Eine Friedens- und Sicherheitsordnung, wie die Menschen sie in der ökologisch, militärisch und ökonomisch destabilisierten internationalen Ordnung brauchen, respektiert die internationalen Verträge und verfälscht ihre Aussagen nicht im Sinne eigener Interessen, die andere Staaten zu Gegnern machen. Nur ein Sicherheits-Konzept, das auf die Bewahrung der Lebensgrundlagen der Menschheit gerichtet ist, wird seinem Anspruch gerecht.
Die Meinungsmache in großen Teilen der Öffentlichkeit lenkt die Wahrnehmung und das Denken vieler Menschen mit einem selektiven Blick und mit doppelten Standards auf eine Bedrohungslage, die vorrangig oder gar ausschließlich von China und Russland ausgeht, um dem Nato-Ziel Nachdruck zu verleihen, die Militärausgaben auf mindestens 2 Prozent der gesamtwirtschaftlichen (!) Leistung eines jeden Mitgliedsstaates hochzuschrauben. Jetzt schon geben die Nato-Staaten im Minutentakt fast 2,5 Millionen US-Dollar für den Militärsektor aus. Damit verbunden sind eine Ressourcenvernichtung und eine Zerstörung des Sozialstaates, Einsparungen auf Kosten der Gesundheit, der Bildung und der Infrastruktur und Umwelt. Und die weltweit ca. 440 Atomreaktoren bedeuten ein nicht zu verantwortendes Sicherheitsrisiko. Die Vermeidung einer Havarie ist unter Kriegsbedingungen nicht zu garantieren.

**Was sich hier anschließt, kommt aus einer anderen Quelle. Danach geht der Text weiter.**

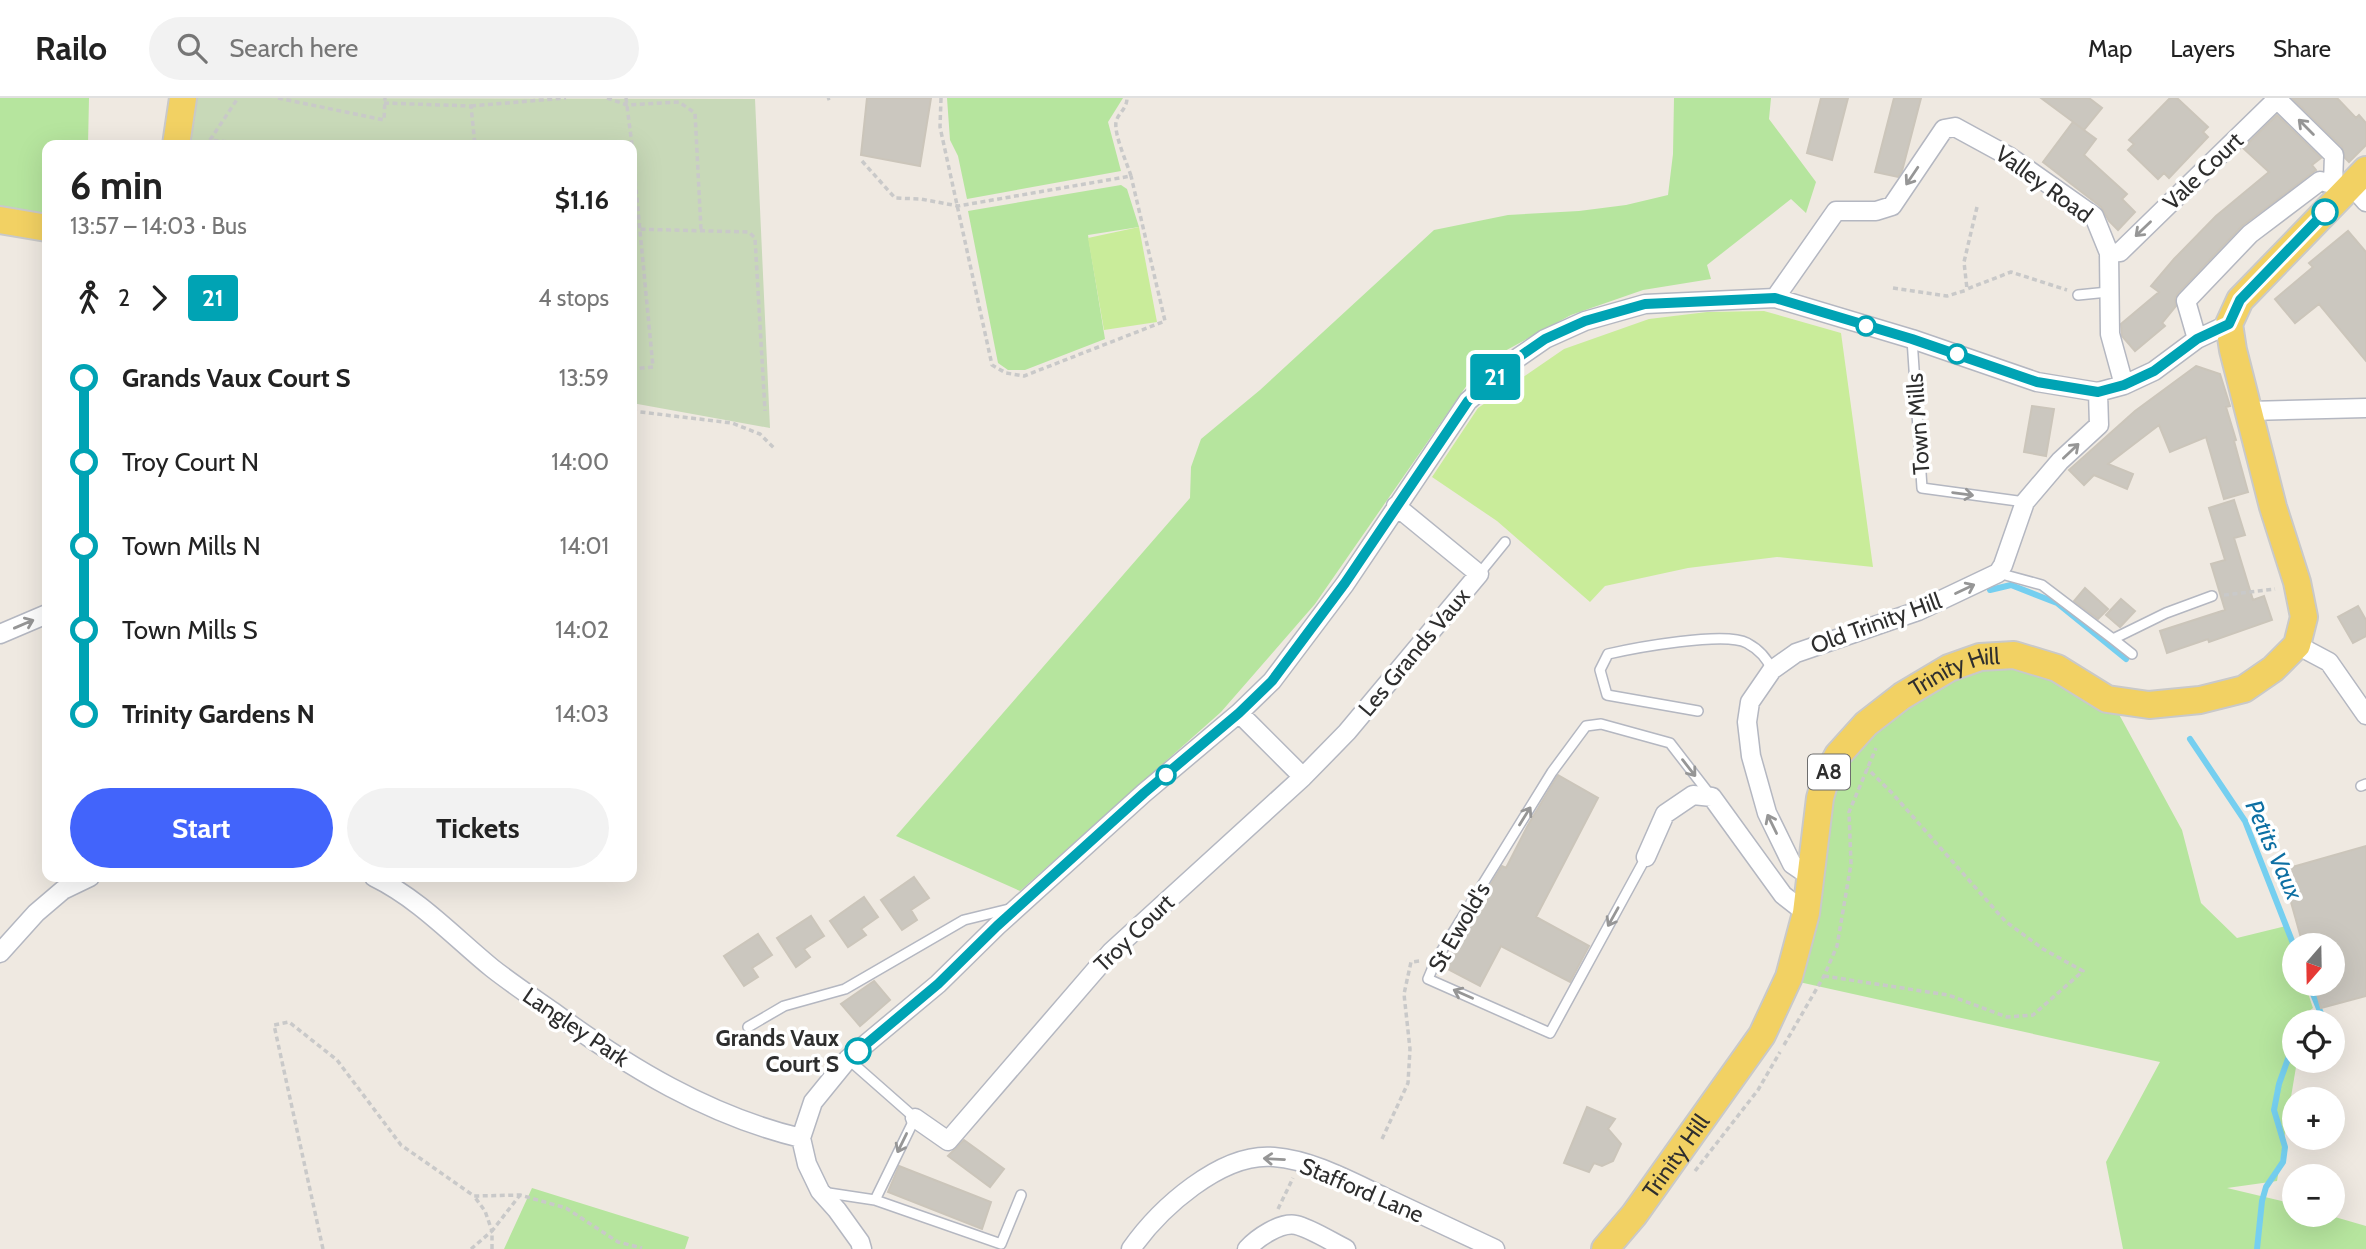 <!DOCTYPE html>
<meta charset="utf-8">
<style>
:root{--surface:#fff;--page:#f2f2f2;--text:#222;--muted:#767676;--line:#e0e0e0;--accent:#4264fb}
body{margin:0;font-family:Cabin,sans-serif;background:var(--page);color:var(--text);height:100vh;display:flex;flex-direction:column;font-size:26px;white-space:nowrap}
*{box-sizing:border-box;margin:0}
p{font-size:23px;color:var(--muted)}
.icon{flex:none;width:38px;height:38px;fill:none;stroke:currentColor;stroke-width:2;stroke-linecap:round;stroke-linejoin:round}
.map{position:relative;flex:1;overflow:hidden}
.details{position:absolute;left:42px;top:42px;width:595px;height:742px;display:flex;flex-direction:column;background:var(--surface);border-radius:14px;box-shadow:0 7px 28px #0002}
.details>*{flex:none}
.badge{padding:0 14px;border-radius:5px;font-size:24px;line-height:46px}
.needle{width:46px;rotate:200deg}
.controls{position:absolute;left:2282px;top:835px;display:grid;gap:14px}
.controls a{display:grid;place-items:center;width:63px;height:63px;border-radius:50%;background:var(--surface);box-shadow:0 7px 28px #0002;font-size:35px}
.map>.badge{position:absolute;translate:-50% -50%;box-shadow:0 0 0 4px #fff}
.legs{display:flex;align-items:center;gap:10px;height:77px;padding:0 28px;font-size:23px}
.legs p{margin-inline-start:auto}
.head{display:flex;align-items:center;justify-content:space-between;height:119px;padding:0 28px}
h1{font-size:38px;font-weight:700;line-height:52px}
.cta{display:flex;gap:14px;margin-top:auto;padding:14px 28px}
.cta a{flex:1;height:80px;border-radius:42px;background:var(--accent);color:#fff;font-size:28px;font-weight:700;line-height:80px;text-align:center}
.cta a+a{background:var(--page);color:var(--text)}
ul{padding:0 28px;list-style:none}
li{display:flex;align-items:center;gap:24px;height:84px;font-size:26px}
li i{display:grid;place-items:center;width:10px;height:100%;margin:0 9px;background:currentColor}
li i::after{content:'';width:18px;height:18px;margin:-9px;border:5px solid;border-radius:50%;background:var(--surface)}
li p{margin-inline-start:auto}
li:first-child i{background:linear-gradient(#0000 50%,currentColor 0)}
li:last-child i{background:linear-gradient(currentColor 50%,#0000 0)}
header{display:flex;align-items:center;gap:42px;box-sizing:border-box;height:98px;padding:0 35px;background:var(--surface);border-bottom:2px solid var(--line)}
header strong{font-size:33px}
nav{display:flex;gap:38px;margin-inline-start:auto;font-size:24px}
.search{width:490px;height:63px;background:var(--page);display:flex;align-items:center;gap:18px;box-sizing:border-box;padding:0 24px;border-radius:38px;color:var(--muted);font-size:26px}
.map>svg:first-child{display:block}
.green{fill:#b6e59e}
.cemetery{fill:#c8d9b8}
.pitch{fill:#c9ec9a}
.lines{fill:none;stroke-linecap:round;stroke-linejoin:round}
.stream{stroke:#75cff0;stroke-width:6}
.building{fill:#cbc7bf;stroke:#cbc5ba;stroke-width:2}
.lane-casing{stroke:#b4b7c1;stroke-width:12}
.street-casing{stroke:#b4b7c1;stroke-width:21}
.primary-casing{stroke:#c9c9c9;stroke-width:30}
.path{stroke:#c9c9c9;stroke-width:3.5;stroke-dasharray:5 3.5;stroke-linecap:butt}
.lane{stroke:#fff;stroke-width:9}
.street{stroke:#fff;stroke-width:18}
.primary{stroke:#f2d163;stroke-width:26}
.oneway{stroke:#969696}
.line-1-casing{stroke:#fff;stroke-width:16}
.line-1{stroke:#00a3b4;stroke-width:10}
.stop-1-dot{fill:#fff;stroke:#00a3b4;stroke-width:3.5}
.labels{text-anchor:middle;stroke-width:7;stroke-linejoin:round;paint-order:stroke}
.shield{fill:#fff;stroke:#6d6d6d;stroke-width:2}
.shield-label{font-size:21px;font-weight:bold;fill:#2e2e2e}
.street-label{font-size:23px;fill:#2e2e2e;stroke:#fff}
.stop-label{font-size:23px;font-weight:bold;fill:#2e2e2e;stroke:#fff;text-anchor:end}
.water-label{font-size:24px;font-style:italic;fill:#0d6fa3;stroke:#fff}
</style>
<header>
<strong>Railo</strong>
<div class="search"><svg class="icon" aria-label="search" viewBox="0 0 24 24"><circle cx="10" cy="10" r="6"/><path d="M15 15l6 6"/></svg>Search here</div>
<nav><a>Map</a><a>Layers</a><a>Share</a></nav>
</header>
<div class="map">
<svg width="2366" height="1151" viewBox="0 0 2366 1151">
<rect width="100%" height="100%" fill="#efe9e1"/>
<path class="green" d="M0,0H89L88,47H47V118L0,108Z
M947,0H1123L1108,24L1121,73L967,101L958,58L950,42Z
M1674,0H1771L1769,21L1816,84L1806,115L1791,101L1707,167L1711,181L1643,192L1571,217L1503,254L1467,287L1315,506L1221,614L1020,793L896,738L1190,400L1191,369L1201,341L1260,292L1434,132L1508,117L1579,113L1626,107L1668,97L1673,56Z
M1121,87L1127,91L1139,129L1088,137L1105,241L1025,272H1008L998,265L968,113Z
M1979,569H2013L2046,577L2115,609L2182,732L2201,805L2237,840L2286,828L2294,854V886H2305L2313,910L2305,916L2303,924H2294V962L2297,963L2277,1083L2227,1090L2294,1106V1116L2328,1117L2366,1128V1151H2123L2106,1064L2160,964L1799,884L1832,684L1850,655L1921,597Z
M532,1090L689,1139L685,1151H504Z"/>
<path class="cemetery" d="M194,0L755,1L770,330L632,305V47H186Z"/>
<path class="pitch" d="M1139,129L1157,224L1104,232L1088,140Z
M1764,213L1841,235L1873,469L1777,459L1688,470L1605,488L1590,504L1497,423L1432,379L1478,310L1564,251L1649,221L1707,214Z"/>
<g class="lines">
<path class="stream" d="M1990,492L2011,487L2057,505L2126,561
M2190,641L2245,723L2294,848
M2309,886L2322,918L2315,924
M2257,1151L2262,1103L2266,1089L2283,1064L2285,1049L2274,1012L2279,986L2294,944"/>
</g>
<path class="building" d="M867,0H931L920,68L861,57Z
M1821,0H1848L1832,62L1807,55Z
M1894,0H1921L1902,73L1898,79L1875,74Z
M2041,0H2089L2102,10L2084,32Z
M2170,0H2177L2208,29L2203,34L2208,39L2169,80L2164,75L2158,81L2128,52L2134,46L2129,42Z
M2292,0H2337L2356,20L2359,17L2366,25V47L2349,64L2345,60L2342,49Z
M2277,17L2321,60L2312,67L2316,72L2242,128L2178,195L2175,201L2176,208L2162,225L2165,228L2135,253L2122,238L2121,226L2159,194L2151,188L2174,161L2216,118L2269,74L2243,50Z
M2073,24L2096,41L2084,57L2127,96L2122,101L2135,114L2118,132L2109,123L2101,109L2043,64Z
M2348,133L2366,154V263L2319,206L2295,225L2275,201L2313,169L2309,165Z
M2196,268L2220,276L2230,308L2226,309L2236,342L2234,343L2248,394L2224,401L2206,339L2170,354L2159,327L2108,366L2133,376L2127,391L2094,377L2084,387L2069,372L2135,313Z
M2032,308L2054,311L2046,358L2024,354Z
M2234,402L2245,437L2234,440L2253,502L2264,498L2272,522L2209,544L2208,541L2167,555L2160,533L2225,512L2211,466L2225,462L2209,410Z
M2085,490L2108,511L2098,521L2074,503Z
M2121,501L2135,513L2120,529L2106,517Z
M2358,508L2366,522V538L2353,545L2338,519Z
M1558,677L1598,700L1536,819L1589,848L1570,884L1501,848L1480,888L1444,869L1470,820L1502,768L1506,770L1528,727Z
M2366,748V898L2321,910L2314,886H2333V847H2303L2282,772Z
M914,779L929,800L911,812L917,822L902,832L881,802Z
M864,799L878,819L861,831L866,837L848,849L830,823Z
M811,818L824,838L804,851L810,859L796,869L777,840Z
M758,836L772,857L752,870L758,879L744,888L724,858Z
M874,883L890,902L860,928L841,906Z
M1587,1009L1615,1021L1608,1031L1621,1046L1613,1063L1602,1068L1594,1065L1589,1074L1564,1065Z
M964,1042L1004,1071L990,1089L948,1058Z
M899,1068L991,1104L982,1131L888,1094Z"/>
<g class="lines">
<defs>
<path id="lane" d="M2078,197L2108,194
M1912,241L1922,390L2025,404
M1998,475L2042,487L2113,541L2166,515L2212,498
M1479,476L1505,444
M2113,541L2132,556
M1698,613L1607,597L1600,572L1608,556C1634,550 1725,533 1747,545C1760,552 1767,560 1772,572
M2361,688L2366,686
M1646,759L1550,935L1428,881L1436,862L1552,674L1586,628L1601,626L1670,645L1711,698
M748,929L784,908L845,891L964,822L1009,811
M848,961L915,1020L875,1102
M822,1094L875,1102L1001,1146L1021,1097"/>
<path id="street" d="M2351,87L2366,104
M2109,155L2120,154L2277,1L2334,57L2333,86
M1775,200L1836,113H1876L1892,108L1944,31L1955,29L2010,59L2094,118L2109,155L2110,236L2124,287
M2197,241L2186,203L2250,136L2320,83L2333,86L2341,93
M2249,313L2366,310
M0,536L47,516
M2297,547L2329,564L2366,617
M1303,679L1347,634L1479,476L1396,408
M1646,759L1665,716L1693,697L1712,699L1783,797L1806,815
M374,779C419,801 453,838 492,870C511,885 532,899 552,913C628,969 709,1018 801,1040
M1811,779L1792,766L1767,715L1751,658L1747,624L1750,604L1772,572L1796,555L1918,513L1998,475L2003,467L2025,404L2060,363L2099,327L2098,294
M0,855L36,815L63,792L90,779
M915,1020L948,1043L1111,854L1303,679L1239,615
M862,1151L860,1144L837,1112L820,1093L807,1066L801,1040L813,1004L848,961L938,886L997,828L1144,695L1239,615L1272,583L1345,486L1468,303L1519,259L1545,241L1585,223L1645,206L1775,200L1912,241L2037,284L2098,294L2124,287L2154,273L2197,241L2229,226
M1131,1151C1159,1111 1221,1054 1274,1059C1312,1062 1350,1083 1384,1099C1421,1116 1458,1134 1495,1151
M1247,1151C1257,1140 1280,1124 1296,1127C1310,1130 1332,1144 1346,1151"/>
<g id="primary">
<path d="M176,47L183,0"/>
<path d="M0,122L47,130"/>
<path id="s1" d="M1605,1151L1634,1117L1762,937L1789,879L1806,815L1820,700L1826,679L1838,657L1866,626L1902,598L1949,570L1980,559L2014,557L2057,570L2107,601L2149,607L2200,602L2244,591L2273,571L2297,547L2304,519L2297,484L2273,409L2233,252L2229,226L2240,202L2366,72"/>
</g>
</defs>
<use href="#lane" class="lane-casing"/>
<use href="#street" class="street-casing"/>
<use href="#primary" class="primary-casing"/>
<path class="path" d="M278,0L384,22L385,0
M607,0L627,7L679,4L695,15L701,132
M626,0L632,47
M941,0L940,29L992,267L1006,275L1024,278L1165,223L1131,78
M827,1L830,0
M384,5L471,8L475,47
M471,8L566,0
M210,42L238,0
M209,47L210,42L258,47
M632,49L653,269L632,271
M862,63L895,100L921,101L958,108L1131,78C1127,65 1114,37 1116,24C1118,15 1127,11 1127,0
M1977,109L1964,164L1967,191L2011,174L2067,192
M632,131L749,134L755,140L765,313
M1893,190L1947,198L1967,192
M632,313L732,325L760,336L774,350
M2224,497L2275,491
M1824,878L1948,897L2007,919L2033,917L2083,873L2043,851L2005,823L1892,695L1867,670
M1784,947L1824,878L1837,848L1851,766L1849,714L1876,650
M1382,1041L1408,985L1410,951L1404,896L1411,864L1420,863
M1695,1073L1758,992L1780,954
M1278,1111L1293,1080
M323,1151L274,927L289,924L337,962L401,1047L474,1098L520,1097L566,1110L618,1144L642,1150
M471,1151L492,1133L485,1113L474,1098
M492,1151V1133L520,1097"/>
<use href="#lane" class="lane"/>
<use href="#street" class="street"/>
<use href="#primary" class="primary"/>
</g>
<defs><path id="oneway-shaft" d="M-6 0H5M1.5-3L5.5 0L1.5 3" fill="none" stroke-width="1.6" stroke-linecap="round" stroke-linejoin="round" transform="scale(1.75)"/></defs>
<g class="oneway">
<use href="#oneway-shaft" transform="translate(2306 29) rotate(-135)"/>
<use href="#oneway-shaft" transform="translate(1912 78) rotate(124)"/>
<use href="#oneway-shaft" transform="translate(2143 131) rotate(136)"/>
<use href="#oneway-shaft" transform="translate(2071 353) rotate(-43)"/>
<use href="#oneway-shaft" transform="translate(1963 396) rotate(8)"/>
<use href="#oneway-shaft" transform="translate(1965 491) rotate(-25)"/>
<use href="#oneway-shaft" transform="translate(24 526) rotate(-23)"/>
<use href="#oneway-shaft" transform="translate(1689 670) rotate(52)"/>
<use href="#oneway-shaft" transform="translate(1525 718) rotate(-58)"/>
<use href="#oneway-shaft" transform="translate(1772 726) rotate(-116)"/>
<use href="#oneway-shaft" transform="translate(1613 819) rotate(119)"/>
<use href="#oneway-shaft" transform="translate(1463 896) rotate(-156)"/>
<use href="#oneway-shaft" transform="translate(902 1045) rotate(116)"/>
<use href="#oneway-shaft" transform="translate(1274 1061) rotate(-177)"/>
</g>
<g class="lines">
<defs>
<path id="line-1" d="M858,953L938,886L997,828L1144,695L1239,615L1272,583L1345,485L1468,303L1519,259L1545,241L1585,223L1645,206L1775,200L1912,241L2037,284L2098,294L2124,287L2154,273L2197,241L2229,226L2240,202L2325,114"/>
</defs>
<use href="#line-1" class="line-1-casing"/>
<use href="#line-1" class="line-1"/>
</g>
<g class="stop-1-dot">
<circle cx="2325" cy="114" r="12"/>
<circle cx="1866" cy="228" r="9"/>
<circle cx="1957" cy="256" r="9"/>
<circle cx="1166" cy="677" r="9"/>
<circle cx="858" cy="953" r="12"/>
</g>
<g class="labels">
<rect class="shield" x="1808" y="656.5" width="42" height="35" rx="5"/>
<g class="shield-label">
<text x="1829" y="681">A8</text>
</g>
<g class="street-label">
<text transform="translate(2203 73) rotate(-44)" y="8">Vale Court</text>
<text transform="translate(2044 86) rotate(36)" y="8">Valley Road</text>
<text transform="translate(1918 326) rotate(-94)" y="8">Town Mills</text>
<text transform="translate(1876 525) rotate(-20)" y="8">Old Trinity Hill</text>
<text transform="translate(1414 554) rotate(-50)" y="8">Les Grands Vaux</text>
<text dy="8" stroke="none"><textPath href="#s1" startOffset="705">Trinity Hill</textPath></text>
<text transform="translate(1459 829) rotate(-60)" y="8">St Ewold's</text>
<text transform="translate(1134 835) rotate(-44)" y="8">Troy Court</text>
<text transform="translate(576 929) rotate(34)" y="8">Langley Park</text>
<text dy="8" stroke="none"><textPath href="#s1" startOffset="117">Trinity Hill</textPath></text>
<text transform="translate(1362 1092) rotate(23)" y="8">Stafford Lane</text>
</g>
<g class="stop-label">
<text x="839" y="948">Grands Vaux<tspan x="839" dy="26">Court S</tspan></text>
</g>
<g class="water-label">
<text transform="translate(2274 752) rotate(66)" y="8">Petits Vaux</text>
</g>
</g>
</svg>
<div class="controls">
<a><svg class="needle" viewBox="-14 -14 28 28"><path d="M0-13l5 13h-10z" fill="#e53935"/><path d="M0 13l5-13h-10z" fill="#767676"/></svg></a>
<a><svg class="icon" aria-label="locate" viewBox="0 0 24 24"><circle cx="12" cy="12" r="6"/><path d="M12 2v4M12 18v4M2 12h4M18 12h4"/></svg></a>
<a>+</a>
<a>−</a>
</div>
<b class="badge" style="left:1495px;top:279px;background:#00a3b4;color:#fff">21</b>
<section class="details">
<div class="head"><div><h1>6 min</h1><p>13:57 – 14:03 · Bus</p></div><b>$1.16</b></div>
<div class="legs"><svg class="icon" aria-label="walk" viewBox="0 0 24 24"><circle cx="13" cy="4" r="2"/><path d="M13 8l-2 6 4 7M11 14l-3 7M7 12l3-4h3l4 4"/></svg>2<svg class="icon" aria-label="forward" viewBox="0 0 24 24"><path d="M9 5l7 7-7 7"/></svg><b class="badge" style="background:#00a3b4;color:#fff">21</b><p>4 stops</p></div>
<ul>
<li><i style="color:#00a3b4"></i><b>Grands Vaux Court S</b><p>13:59</p></li>
<li><i style="color:#00a3b4"></i><span>Troy Court N</span><p>14:00</p></li>
<li><i style="color:#00a3b4"></i><span>Town Mills N</span><p>14:01</p></li>
<li><i style="color:#00a3b4"></i><span>Town Mills S</span><p>14:02</p></li>
<li><i style="color:#00a3b4"></i><b>Trinity Gardens N</b><p>14:03</p></li>
</ul>
<div class="cta"><a>Start</a><a>Tickets</a></div>
</section>
</div>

Das Primat von Diplomatie muss zentraler Eckpfeiler einer Sicherheitskonzeption sein. Zur Abwendung ökologischer Kipp-Punkte und zur Erreichung der Milleniumsziele der UNO müssen alle Staaten Europas und weltweit zusammenarbeiten. Das wäre eine Sicherheitsstrategie, die die Menschen nicht nur in unserem Land auf der existenziell kranken Erde dringend benötigen. Ohne umfassende Abrüstung und ohne ein Verbot nuklearer Arsenale wird es für das Leben auf der Erde keine Sicherheit geben.